The Geothermal area Krýsuvík
At Krýsuvík, dramatic red, green, and yellow coloured hills frame an expanse of steaming volcanic vents and boiling hot springs. Only a twenty-five minute drive from the centre of Hafnarfjörður, Krýsuvík is one of the most striking landscapes in Iceland. A well-maintained boardwalk winds through the bubbling and hissing field and information signage explaines the geology of the geothermal area. Strong hikers can climb to the massive steaming vent (solfatara) at the top of the hill for a spectacular view of the ocean, the fields and the lakes.

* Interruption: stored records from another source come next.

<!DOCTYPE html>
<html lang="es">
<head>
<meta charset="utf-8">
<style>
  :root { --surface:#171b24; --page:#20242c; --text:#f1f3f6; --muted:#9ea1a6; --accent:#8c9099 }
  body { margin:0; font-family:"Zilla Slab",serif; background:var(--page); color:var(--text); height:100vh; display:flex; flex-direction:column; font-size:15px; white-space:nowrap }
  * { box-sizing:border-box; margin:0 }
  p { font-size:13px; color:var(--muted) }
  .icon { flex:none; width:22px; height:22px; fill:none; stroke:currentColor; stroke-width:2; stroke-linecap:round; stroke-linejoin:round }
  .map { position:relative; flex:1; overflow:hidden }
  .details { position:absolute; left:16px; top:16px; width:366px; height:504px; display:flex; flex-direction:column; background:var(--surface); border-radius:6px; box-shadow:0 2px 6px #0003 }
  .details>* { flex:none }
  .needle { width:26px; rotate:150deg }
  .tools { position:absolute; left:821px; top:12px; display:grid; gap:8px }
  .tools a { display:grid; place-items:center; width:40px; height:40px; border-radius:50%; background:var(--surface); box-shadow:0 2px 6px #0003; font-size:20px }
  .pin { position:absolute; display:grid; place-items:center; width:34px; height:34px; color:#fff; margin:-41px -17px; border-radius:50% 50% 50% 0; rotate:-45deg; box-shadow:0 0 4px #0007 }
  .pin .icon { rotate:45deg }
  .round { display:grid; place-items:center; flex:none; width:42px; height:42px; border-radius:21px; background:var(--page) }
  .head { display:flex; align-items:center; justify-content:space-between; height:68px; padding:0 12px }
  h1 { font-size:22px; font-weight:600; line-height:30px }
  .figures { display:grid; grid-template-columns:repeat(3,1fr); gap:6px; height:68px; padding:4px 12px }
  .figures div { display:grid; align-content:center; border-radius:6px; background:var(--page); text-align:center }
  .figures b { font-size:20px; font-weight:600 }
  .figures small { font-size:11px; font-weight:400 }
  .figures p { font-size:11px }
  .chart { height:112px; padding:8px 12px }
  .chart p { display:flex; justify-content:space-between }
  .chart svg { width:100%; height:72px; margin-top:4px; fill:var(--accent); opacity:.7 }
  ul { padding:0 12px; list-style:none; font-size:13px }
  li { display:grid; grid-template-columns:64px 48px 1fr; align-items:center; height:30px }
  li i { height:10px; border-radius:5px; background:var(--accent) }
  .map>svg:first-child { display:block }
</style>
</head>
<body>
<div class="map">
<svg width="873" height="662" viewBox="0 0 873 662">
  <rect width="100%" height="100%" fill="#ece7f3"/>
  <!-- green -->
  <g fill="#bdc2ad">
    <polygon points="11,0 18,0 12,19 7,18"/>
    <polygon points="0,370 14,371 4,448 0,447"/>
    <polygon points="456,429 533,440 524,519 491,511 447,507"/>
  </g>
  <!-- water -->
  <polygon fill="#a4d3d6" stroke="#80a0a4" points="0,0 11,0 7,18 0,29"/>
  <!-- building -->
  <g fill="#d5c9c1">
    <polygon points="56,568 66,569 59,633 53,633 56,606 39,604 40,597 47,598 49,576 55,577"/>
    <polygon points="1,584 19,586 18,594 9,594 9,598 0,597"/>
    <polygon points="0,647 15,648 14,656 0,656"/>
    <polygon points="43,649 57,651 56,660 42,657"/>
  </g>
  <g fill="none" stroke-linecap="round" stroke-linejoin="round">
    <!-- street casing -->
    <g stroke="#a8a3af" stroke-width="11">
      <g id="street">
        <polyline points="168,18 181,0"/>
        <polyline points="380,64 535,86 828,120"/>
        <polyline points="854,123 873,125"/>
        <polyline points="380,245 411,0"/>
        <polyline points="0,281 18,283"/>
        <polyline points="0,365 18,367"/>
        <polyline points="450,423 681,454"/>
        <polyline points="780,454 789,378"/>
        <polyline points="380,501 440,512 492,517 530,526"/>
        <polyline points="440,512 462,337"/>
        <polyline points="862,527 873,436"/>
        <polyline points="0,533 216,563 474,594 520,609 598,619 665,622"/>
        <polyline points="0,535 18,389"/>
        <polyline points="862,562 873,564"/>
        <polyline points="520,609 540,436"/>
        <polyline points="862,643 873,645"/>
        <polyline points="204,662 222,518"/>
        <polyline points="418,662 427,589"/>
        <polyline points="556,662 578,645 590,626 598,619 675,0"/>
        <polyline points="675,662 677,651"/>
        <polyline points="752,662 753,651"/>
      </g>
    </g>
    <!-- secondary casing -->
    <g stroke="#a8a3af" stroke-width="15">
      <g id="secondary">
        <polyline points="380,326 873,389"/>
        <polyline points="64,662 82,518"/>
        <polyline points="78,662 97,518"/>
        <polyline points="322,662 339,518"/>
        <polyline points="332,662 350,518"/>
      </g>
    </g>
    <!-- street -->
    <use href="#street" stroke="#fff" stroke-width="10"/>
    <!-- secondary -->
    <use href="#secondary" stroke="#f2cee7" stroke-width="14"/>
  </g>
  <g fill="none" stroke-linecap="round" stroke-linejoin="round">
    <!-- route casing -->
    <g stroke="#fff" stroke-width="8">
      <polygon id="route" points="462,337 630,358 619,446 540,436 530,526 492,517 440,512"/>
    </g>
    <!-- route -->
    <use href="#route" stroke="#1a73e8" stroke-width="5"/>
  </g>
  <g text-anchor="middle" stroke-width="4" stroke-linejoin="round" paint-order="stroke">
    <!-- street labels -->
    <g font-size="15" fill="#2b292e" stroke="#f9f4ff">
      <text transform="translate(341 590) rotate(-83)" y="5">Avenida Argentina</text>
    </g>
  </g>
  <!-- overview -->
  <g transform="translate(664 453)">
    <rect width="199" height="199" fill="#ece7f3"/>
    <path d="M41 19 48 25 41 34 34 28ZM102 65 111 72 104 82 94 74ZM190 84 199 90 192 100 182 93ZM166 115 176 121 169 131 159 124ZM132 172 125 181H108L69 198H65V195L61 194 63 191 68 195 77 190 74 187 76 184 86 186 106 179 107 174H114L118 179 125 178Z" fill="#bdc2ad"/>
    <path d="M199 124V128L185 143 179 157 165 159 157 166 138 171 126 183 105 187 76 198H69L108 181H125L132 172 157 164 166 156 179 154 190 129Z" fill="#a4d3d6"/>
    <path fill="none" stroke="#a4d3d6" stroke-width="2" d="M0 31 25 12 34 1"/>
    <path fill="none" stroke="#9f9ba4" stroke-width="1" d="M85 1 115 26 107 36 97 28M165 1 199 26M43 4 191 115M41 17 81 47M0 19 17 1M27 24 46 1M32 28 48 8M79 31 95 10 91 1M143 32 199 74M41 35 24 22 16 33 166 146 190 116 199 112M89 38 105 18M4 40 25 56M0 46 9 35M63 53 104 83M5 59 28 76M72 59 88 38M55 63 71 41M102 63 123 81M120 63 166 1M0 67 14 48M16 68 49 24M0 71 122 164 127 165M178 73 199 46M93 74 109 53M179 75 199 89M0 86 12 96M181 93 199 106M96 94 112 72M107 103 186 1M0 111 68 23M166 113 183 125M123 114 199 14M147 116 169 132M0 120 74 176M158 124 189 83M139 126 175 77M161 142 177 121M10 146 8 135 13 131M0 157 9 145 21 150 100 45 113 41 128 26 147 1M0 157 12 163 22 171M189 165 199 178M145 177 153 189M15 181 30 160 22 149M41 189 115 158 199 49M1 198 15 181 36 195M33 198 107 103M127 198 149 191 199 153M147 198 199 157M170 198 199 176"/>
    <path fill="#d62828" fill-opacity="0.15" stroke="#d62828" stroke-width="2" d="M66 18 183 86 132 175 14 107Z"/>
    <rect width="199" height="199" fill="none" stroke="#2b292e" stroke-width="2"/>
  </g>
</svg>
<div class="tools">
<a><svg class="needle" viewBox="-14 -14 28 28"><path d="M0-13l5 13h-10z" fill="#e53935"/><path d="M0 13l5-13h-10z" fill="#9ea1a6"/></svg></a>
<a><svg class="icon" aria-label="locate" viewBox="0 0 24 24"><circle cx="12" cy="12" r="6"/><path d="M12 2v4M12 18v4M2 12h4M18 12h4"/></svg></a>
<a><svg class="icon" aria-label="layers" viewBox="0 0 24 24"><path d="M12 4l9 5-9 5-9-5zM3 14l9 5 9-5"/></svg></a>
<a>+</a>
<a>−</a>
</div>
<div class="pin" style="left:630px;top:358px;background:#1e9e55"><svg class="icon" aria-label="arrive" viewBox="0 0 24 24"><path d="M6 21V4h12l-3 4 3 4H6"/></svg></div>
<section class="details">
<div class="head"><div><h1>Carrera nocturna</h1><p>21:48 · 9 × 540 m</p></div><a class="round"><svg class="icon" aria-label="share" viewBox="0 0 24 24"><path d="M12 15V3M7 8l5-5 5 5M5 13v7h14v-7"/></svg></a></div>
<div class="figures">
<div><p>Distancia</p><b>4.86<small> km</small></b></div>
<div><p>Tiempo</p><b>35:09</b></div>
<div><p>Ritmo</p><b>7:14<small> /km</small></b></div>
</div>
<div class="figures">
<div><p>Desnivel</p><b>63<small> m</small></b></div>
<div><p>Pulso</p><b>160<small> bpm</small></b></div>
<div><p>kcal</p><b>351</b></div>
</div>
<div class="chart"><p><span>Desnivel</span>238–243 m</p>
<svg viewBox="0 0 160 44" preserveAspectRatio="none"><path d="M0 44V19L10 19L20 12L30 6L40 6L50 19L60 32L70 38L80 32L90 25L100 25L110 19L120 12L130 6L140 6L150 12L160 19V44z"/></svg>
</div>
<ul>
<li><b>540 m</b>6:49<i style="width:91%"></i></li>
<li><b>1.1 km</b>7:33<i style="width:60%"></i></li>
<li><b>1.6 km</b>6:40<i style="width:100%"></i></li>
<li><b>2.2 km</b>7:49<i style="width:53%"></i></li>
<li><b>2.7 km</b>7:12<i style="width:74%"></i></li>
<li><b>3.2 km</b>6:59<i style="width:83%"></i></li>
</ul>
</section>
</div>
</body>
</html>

Beside the mudpots and sulphur deposits are wildly colourful crater lakes. The Grænavatn, Gestsstaðavatn, and Augun lakes are explosion craters formed by volcanic eruptions. Grænavatn Lake, the largest at 46 meters (150 feet) deep glows a deep green, coloured so because of its thermal algae and crystals that absorb the sun. Gestsstaðavatn Lake draws its name from Getsstaðir, a nearby farm, abandoned during the Middle Ages. On either side of the main road are two small adjacent lakes, called Augun (eyes)
Just a few minutes' drive from the surreal landscape of the geothermal area are the stunning Krýsuvíkurberg Cliffs. Here, thousands of sea birds nest in the rugged hillside beside the crashing Atlantic surf. For a peaceful jaunt, hike along the track to the end of the cliffs where it's possible to spot kittiwakes, guillemots, razorbills, and other birds as they dive into the sea or frolic with their flock.
CAUTION: The boiling and steaming geothermal vents are dangerous. Do not walk on them or attemt to touch them. Always stay on the designated path. If you are heading into the lava ro mountainous regions, inform someone of your travels and be sure to tell them when you expect to return. There is no bus service to Krýsuvík so a car is required. Also note that some of the road is unpaved.
Kleifarvatn Lake measures around 10 km2 in area, and as such is the largest lake on the Reykjanes peninsula. It is situated between Sveifluháls in the west and Vatnshlíðar in the east. A limited amount of water runs into the lake, and there is no visible surface drainage. The surface water level in the lake changes in pace with the local ground water level, which has varied by almost 4 meters in the space of a few decades. Trout fry were introduced into the lake around 1960, and fish thrives reasonably well in the water. A monster resembling a huge serpent, as large as a whale, has reportedly been sighted in the lake. It generally remains above the surface of the water for two minutes at a time.
For those who wish to explore the area on foot, the Hafnarfjördur Tourist Information Centre now offers a detailed map of the Krýsuvík area, showing hiking and walking routes and describing the local history, geology, folklore, sightseeing attractions and plans for the future development of the site.